Ma non ci si lasci ingannare da questa apparentemente rigida divisione temporale tra i diversi atteggiamenti qui di sopra estratti in maniera casuale tra i miliardi possibili, in quanto basta mutare anche lievemente l’ambientazione e si ottengono comportamenti uguali in ambienti geografici o storici totalmente differenti: il poeta che nei suoi scritti parla della propria donna come di una cosa venuta da cielo in terra a miracol mostrare non è poi molto dissimile dal ragazzo che, birra in mano e sguardo estatico, tenta di convincere gli amici che la sua nuova fidanzata no, non è come tutte le altre.

In un mondo sempre più incerto ed instabile, solo su una cosa si può ancora fare davvero affidamento, per la sua solidità e la sua immortalità: l’amore.
Puro, incorruttibile, eterno.

Ma siamo sicuri che l’amore sia ancora eterno? Nell’epoca che passerà alla storia come quella che ha dato il definitivo colpo di grazia al già rantolante buon costume, in uno dei periodi più moralmente poveri della storia recente, un sentimento come l’amore può ancora attecchire così profondamente da non lasciare l’animo di chi lo prova finché anche l’ultimo alito di vita non sia uscito da lui? In base alla risposta che si dà, si può notare con scarso margine d’errore quanto si è utopici e idealisti: una persona pessimista o anche solo estremamente realista, direbbe che nulla è per sempre, che tutto è destinato a scomparire presto o tardi, con sofferenza variabile e conseguenze ignote. Ma un sognatore, un giovane o semplicemente un innamorato qualunque, dirà che certamente l’amore è eterno: quando si ama, è sempre per sempre. O almeno lo è nelle intenzioni. Poi accade di cambiare cambiare idea, di accorgersi di aver sbagliato o di rendersi conto di aver preso e comunicato decisioni veramente troppo in fretta.
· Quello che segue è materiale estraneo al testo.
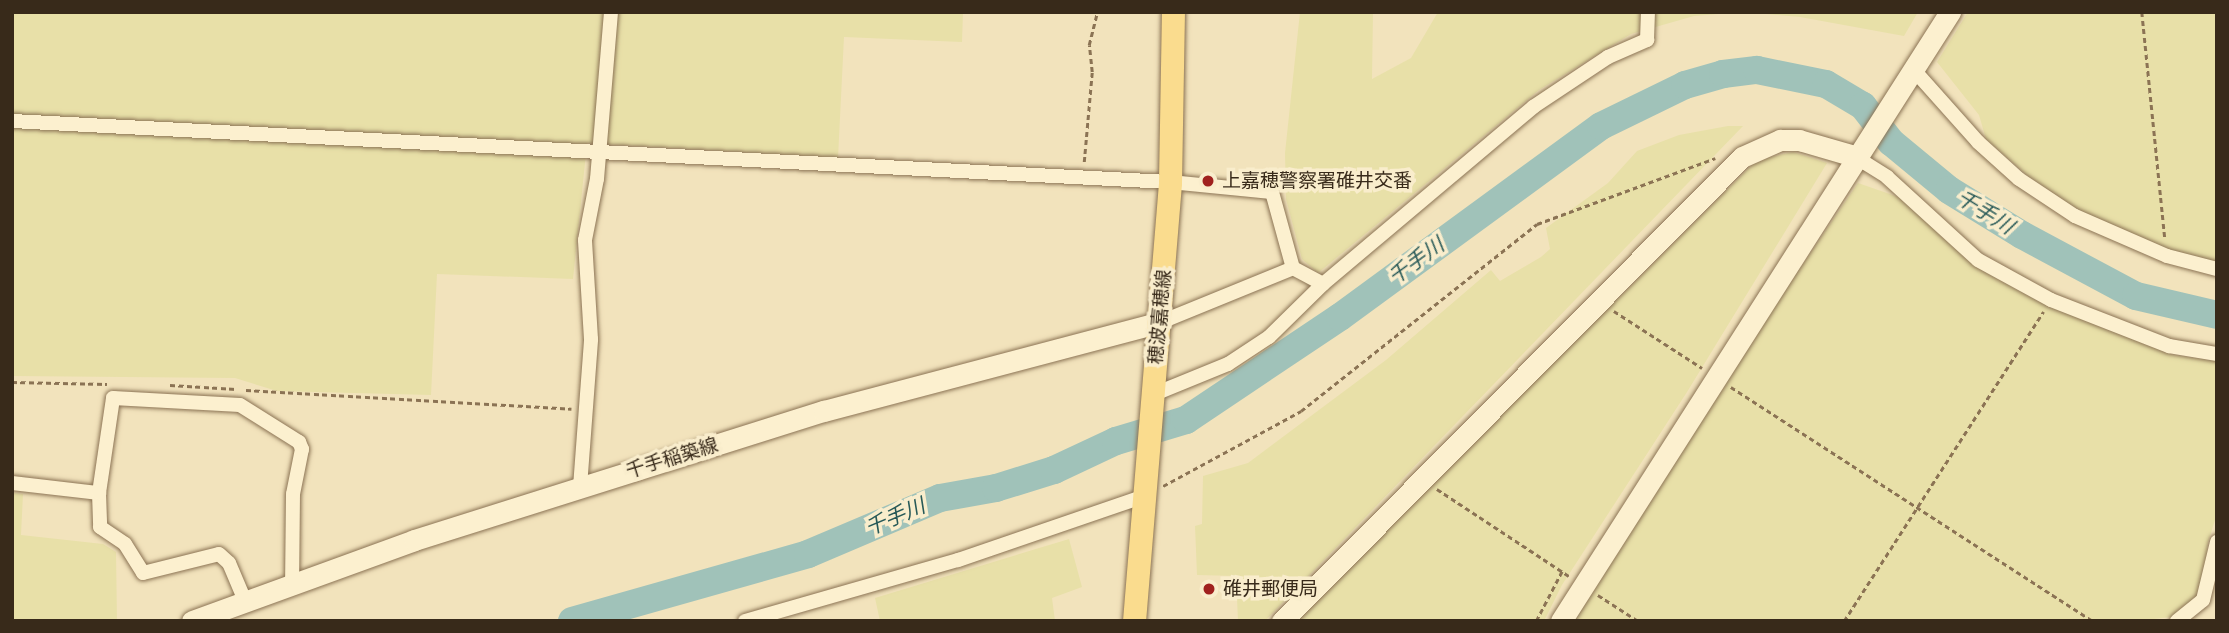 <!DOCTYPE html>
<html>
<head>
<meta charset="utf-8">
<style>
	body { margin:0 }
	#map { position:relative; width:2229px; height:633px; overflow:hidden; background:#f2e3bc; font-family:"Crimson Pro","Noto Sans JP",serif }
	div>[style] { position:absolute }
	.farmland>* { inset:0; background:#e8e0a8 }
	.river>* { height:28px; margin:-14px; padding:0 14px; transform-origin:14px; border-radius:14px; background:#a0c2b9 }
	.path>* { height:2.5px; margin-top:-1.25px; transform-origin:0; background:repeating-linear-gradient(90deg,#8b7354 0 5px,transparent 0 8.5px) }
	.roads { filter:drop-shadow(0 0 2px #8b7354) drop-shadow(0 0 2px #8b7354) }
	.street>* { height:14px; margin:-7px; padding:0 7px; transform-origin:7px; border-radius:7px; background:#fcf0cf }
	.secondary>* { height:21px; margin:-10.5px; padding:0 10.5px; transform-origin:10.5px; border-radius:10.5px; background:#fcf0cf }
	.primary>* { height:23px; margin:-11.5px; padding:0 11.5px; transform-origin:11.5px; border-radius:11.5px; background:#fadc8e }
	.dots>* { width:19px; height:19px; translate:-50% -50%; box-sizing:border-box; border:4px solid #f9edcc; border-radius:50% }
	span { translate:-50% -50%; white-space:nowrap; text-align:center; line-height:1.15; -webkit-text-stroke:7px #f9edcc; paint-order:stroke }
	.poi-label { font-size:19px; color:#382a1a }
	.left { translate:0 -50%; text-align:left }
	.street-label { font-size:19px; color:#382a1a }
	.water-label { font-size:21px; color:#285a58; font-style:italic }
	.frame { position:absolute; inset:0; border:14px solid #382a1a; pointer-events:none }
</style>
</head>
<body>
<div id="map">
	<div class="farmland">
		<i style="clip-path:polygon(12px 12px,963px 12px,962px 42px,844px 37px,838px 158px,587px 143px,573px 279px,437px 274px,431px 395px,277px 391px,235px 378px,12px 376px)"></i>
		<i style="clip-path:polygon(1300px 12px,1373px 12px,1372px 79px,1411px 58px,1438px 12px,1918px 12px,1904px 36px,1800px 17px,1743px 12px,1694px 16px,1631px 34px,1539px 90px,1318px 273px,1302px 259px,1286px 199px,1285px 153px)"></i>
		<i style="clip-path:polygon(1968px 12px,2217px 12px,2217px 264px,2172px 253px,2083px 213px,2029px 177px,1986px 139px,1979px 115px,1937px 62px)"></i>
		<i style="clip-path:polygon(1728px 126px,1743px 126px,1265px 621px,1238px 621px,1236px 576px,1197px 575px,1195px 526px,1202px 524px,1203px 476px,1248px 463px,1386px 360px,1491px 270px,1500px 281px,1541px 257px,1550px 249px,1546px 228px,1608px 183px,1637px 151px,1679px 135px)"></i>
		<i style="clip-path:polygon(1793px 152px,1827px 163px,1687px 392px,1562px 585px,1544px 621px,1295px 621px,1757px 160px)"></i>
		<i style="clip-path:polygon(1858px 183px,1904px 199px,2045px 303px,2173px 355px,2217px 361px,2217px 514px,2208px 542px,2203px 587px,2188px 607px,2171px 617px,2137px 621px,1574px 621px,1733px 367px)"></i>
		<i style="clip-path:polygon(12px 493px,23px 494px,21px 535px,103px 544px,116px 552px,117px 621px,12px 621px)"></i>
		<i style="clip-path:polygon(1069px 539px,1082px 587px,1052px 598px,1055px 621px,880px 621px,875px 598px)"></i>
	</div>
	<div class="river">
		<i style="left:572px;top:621px;width:245px;rotate:-15.8deg"></i>
		<i style="left:808px;top:554px;width:143px;rotate:-23deg"></i>
		<i style="left:940px;top:498px;width:57px;rotate:-10.1deg"></i>
		<i style="left:996px;top:488px;width:61px;rotate:-17.2deg"></i>
		<i style="left:1054px;top:470px;width:68px;rotate:-25.1deg"></i>
		<i style="left:1116px;top:441px;width:73px;rotate:-16.7deg"></i>
		<i style="left:1186px;top:420px;width:185px;rotate:-33.8deg"></i>
		<i style="left:1340px;top:317px;width:323px;rotate:-36.2deg"></i>
		<i style="left:1601px;top:126px;width:93px;rotate:-26deg"></i>
		<i style="left:1685px;top:85px;width:40px;rotate:-16deg"></i>
		<i style="left:1723px;top:74px;width:34px;rotate:-7deg"></i>
		<i style="left:1757px;top:70px;width:70px;rotate:11.5deg"></i>
		<i style="left:1826px;top:84px;width:43px;rotate:30.7deg"></i>
		<i style="left:1863px;top:106px;width:46px;rotate:52.1deg"></i>
		<i style="left:1891px;top:142px;width:75px;rotate:39.6deg"></i>
		<i style="left:1949px;top:190px;width:86px;rotate:31.7deg"></i>
		<i style="left:2022px;top:235px;width:129px;rotate:28.2deg"></i>
		<i style="left:2136px;top:296px;width:83px;rotate:13.2deg"></i>
	</div>
	<div class="path">
		<i style="left:2142px;top:12px;width:228px;rotate:84.2deg"></i>
		<i style="left:1084px;top:162px;width:90px;rotate:-84.9deg"></i>
		<i style="left:1092px;top:72px;width:27px;rotate:-96deg"></i>
		<i style="left:1089px;top:45px;width:34px;rotate:-76deg"></i>
		<i style="left:1614px;top:311px;width:105px;rotate:32.9deg"></i>
		<i style="left:12px;top:382px;width:95px;rotate:1.2deg"></i>
		<i style="left:170px;top:385px;width:66px;rotate:3.5deg"></i>
		<i style="left:1731px;top:387px;width:431px;rotate:32.9deg"></i>
		<i style="left:246px;top:390px;width:326px;rotate:3.3deg"></i>
		<i style="left:1163px;top:486px;width:157px;rotate:-28.5deg"></i>
		<i style="left:1301px;top:411px;width:301px;rotate:-38.4deg"></i>
		<i style="left:1537px;top:224px;width:190px;rotate:-20.3deg"></i>
		<i style="left:1437px;top:489px;width:158px;rotate:33.4deg"></i>
		<i style="left:1598px;top:595px;width:48px;rotate:33deg"></i>
		<i style="left:1536px;top:621px;width:56px;rotate:-62.5deg"></i>
		<i style="left:1844px;top:621px;width:368px;rotate:-57.2deg"></i>
	</div>
	<div class="roads">
		<div class="street">
			<i style="left:1913px;top:69px;width:98px;rotate:48.3deg"></i>
			<i style="left:1978px;top:142px;width:55px;rotate:42.1deg"></i>
			<i style="left:2019px;top:179px;width:67px;rotate:33.5deg"></i>
			<i style="left:2075px;top:216px;width:100px;rotate:23.5deg"></i>
			<i style="left:2167px;top:256px;width:52px;rotate:14.6deg"></i>
			<i style="left:12px;top:121px;width:1160px;rotate:3.02deg"></i>
			<i style="left:1170px;top:182px;width:102px;rotate:5.6deg"></i>
			<i style="left:1272px;top:192px;width:79px;rotate:74.6deg"></i>
			<i style="left:1854px;top:156px;width:39px;rotate:32deg"></i>
			<i style="left:1887px;top:177px;width:123px;rotate:42.4deg"></i>
			<i style="left:1978px;top:260px;width:83px;rotate:28.7deg"></i>
			<i style="left:2051px;top:300px;width:127px;rotate:21.3deg"></i>
			<i style="left:2169px;top:346px;width:49px;rotate:9.5deg"></i>
			<i style="left:1161px;top:322px;width:143px;rotate:-22.2deg"></i>
			<i style="left:1293px;top:268px;width:34px;rotate:28deg"></i>
			<i style="left:1323px;top:284px;width:275px;rotate:-40.1deg"></i>
			<i style="left:1533px;top:107px;width:90px;rotate:-33.7deg"></i>
			<i style="left:1608px;top:57px;width:43px;rotate:-23.6deg"></i>
			<i style="left:1647px;top:40px;width:28px;rotate:-88deg"></i>
			<i style="left:1152px;top:395px;width:82px;rotate:-22.2deg"></i>
			<i style="left:1228px;top:364px;width:49px;rotate:-33.4deg"></i>
			<i style="left:1269px;top:337px;width:76px;rotate:-44.5deg"></i>
			<i style="left:12px;top:483px;width:88px;rotate:6.6deg"></i>
			<i style="left:99px;top:493px;width:34px;rotate:88deg"></i>
			<i style="left:100px;top:527px;width:30px;rotate:34deg"></i>
			<i style="left:125px;top:544px;width:34px;rotate:58deg"></i>
			<i style="left:143px;top:573px;width:78px;rotate:-14deg"></i>
			<i style="left:219px;top:554px;width:13px;rotate:42deg"></i>
			<i style="left:229px;top:563px;width:39px;rotate:67deg"></i>
			<i style="left:580px;top:487px;width:148px;rotate:-85.7deg"></i>
			<i style="left:591px;top:339px;width:99px;rotate:-93.5deg"></i>
			<i style="left:585px;top:240px;width:62px;rotate:-78.9deg"></i>
			<i style="left:597px;top:179px;width:168px;rotate:-85.2deg"></i>
			<i style="left:99px;top:493px;width:96px;rotate:-81.6deg"></i>
			<i style="left:113px;top:398px;width:127px;rotate:3.2deg"></i>
			<i style="left:240px;top:405px;width:70px;rotate:32.1deg"></i>
			<i style="left:299px;top:442px;width:8px;rotate:67deg"></i>
			<i style="left:302px;top:449px;width:46px;rotate:101.3deg"></i>
			<i style="left:293px;top:494px;width:89px;rotate:90.6deg"></i>
			<i style="left:745px;top:621px;width:222px;rotate:-16deg"></i>
			<i style="left:958px;top:560px;width:194px;rotate:-18.9deg"></i>
			<i style="left:2177px;top:621px;width:33px;rotate:-39deg"></i>
			<i style="left:2203px;top:600px;width:60px;rotate:-76.4deg"></i>
		</div>
		<div class="secondary">
			<i style="left:192px;top:621px;width:236px;rotate:-20deg"></i>
			<i style="left:414px;top:540px;width:430px;rotate:-17.5deg"></i>
			<i style="left:824px;top:411px;width:349px;rotate:-14.8deg"></i>
			<i style="left:1282px;top:621px;width:653px;rotate:-45.25deg"></i>
			<i style="left:1742px;top:157px;width:42px;rotate:-24.1deg"></i>
			<i style="left:1780px;top:140px;width:19px"></i>
			<i style="left:1799px;top:140px;width:57px;rotate:16.2deg"></i>
			<i style="left:1561px;top:621px;width:723px;rotate:-57.43deg"></i>
		</div>
		<div class="primary">
			<i style="left:1134px;top:621px;width:440px;rotate:-85.3deg"></i>
			<i style="left:1170px;top:182px;width:170px;rotate:-89deg"></i>
		</div>
	</div>
	<div class="dots">
		<i style="left:1208px;top:181px;background:#a0211e"></i>
		<i style="left:1209px;top:589px;background:#a0211e"></i>
	</div>
	<div class="poi-label">
		<span class="left" style="left:1222px;top:181px">上嘉穂警察署碓井交番</span>
		<span class="left" style="left:1223px;top:589px">碓井郵便局</span>
	</div>
	<div class="street-label">
		<span style="left:1160px;top:317px;rotate:-85deg">穂波嘉穂線</span>
		<span style="left:672px;top:458px;rotate:-17deg">千手稲築線</span>
	</div>
	<div class="water-label">
		<span style="left:1985px;top:212px;rotate:32deg">千手川</span>
		<span style="left:1416px;top:261px;rotate:-36deg">千手川</span>
		<span style="left:895px;top:517px;rotate:-23deg">千手川</span>
	</div>
	<div class="frame"></div>
</div>
</body>
</html>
L’idea di “per sempre” non è mutata, continua ad essere oggi come nel ‘300 una mosca bianca, una pepita d’oro tra i volgari ciottoli. I vari Petrarca e Dante si sopraelevano da una selva di matrimoni combinati in cui è presente tutto, tranne che – salvo rarissime eccezioni – l’amore. Al giorno d’oggi, quanto meno in questo Paese, non ci si trova invischiati in unioni decise da elementi esterni alla futura coppia, per questo passeggiando in una qualsiasi strada si vedono più single in cerca di fidanzati in terra che stelle in cielo; quanti di loro troveranno la propria anima gemella? Su quanti di loro ricadrà spietata la freccia d’Amore? Un numero certamente variabile a seconda del momento, ma tendente all’intero del campione d’umanità preso in considerazione in un tempo tendente a infinito. E presumibilmente, quando anch’essi riusciranno finalmente a innamorarsi, anche solo per un breve periodo crederanno nel proprio “per sempre”.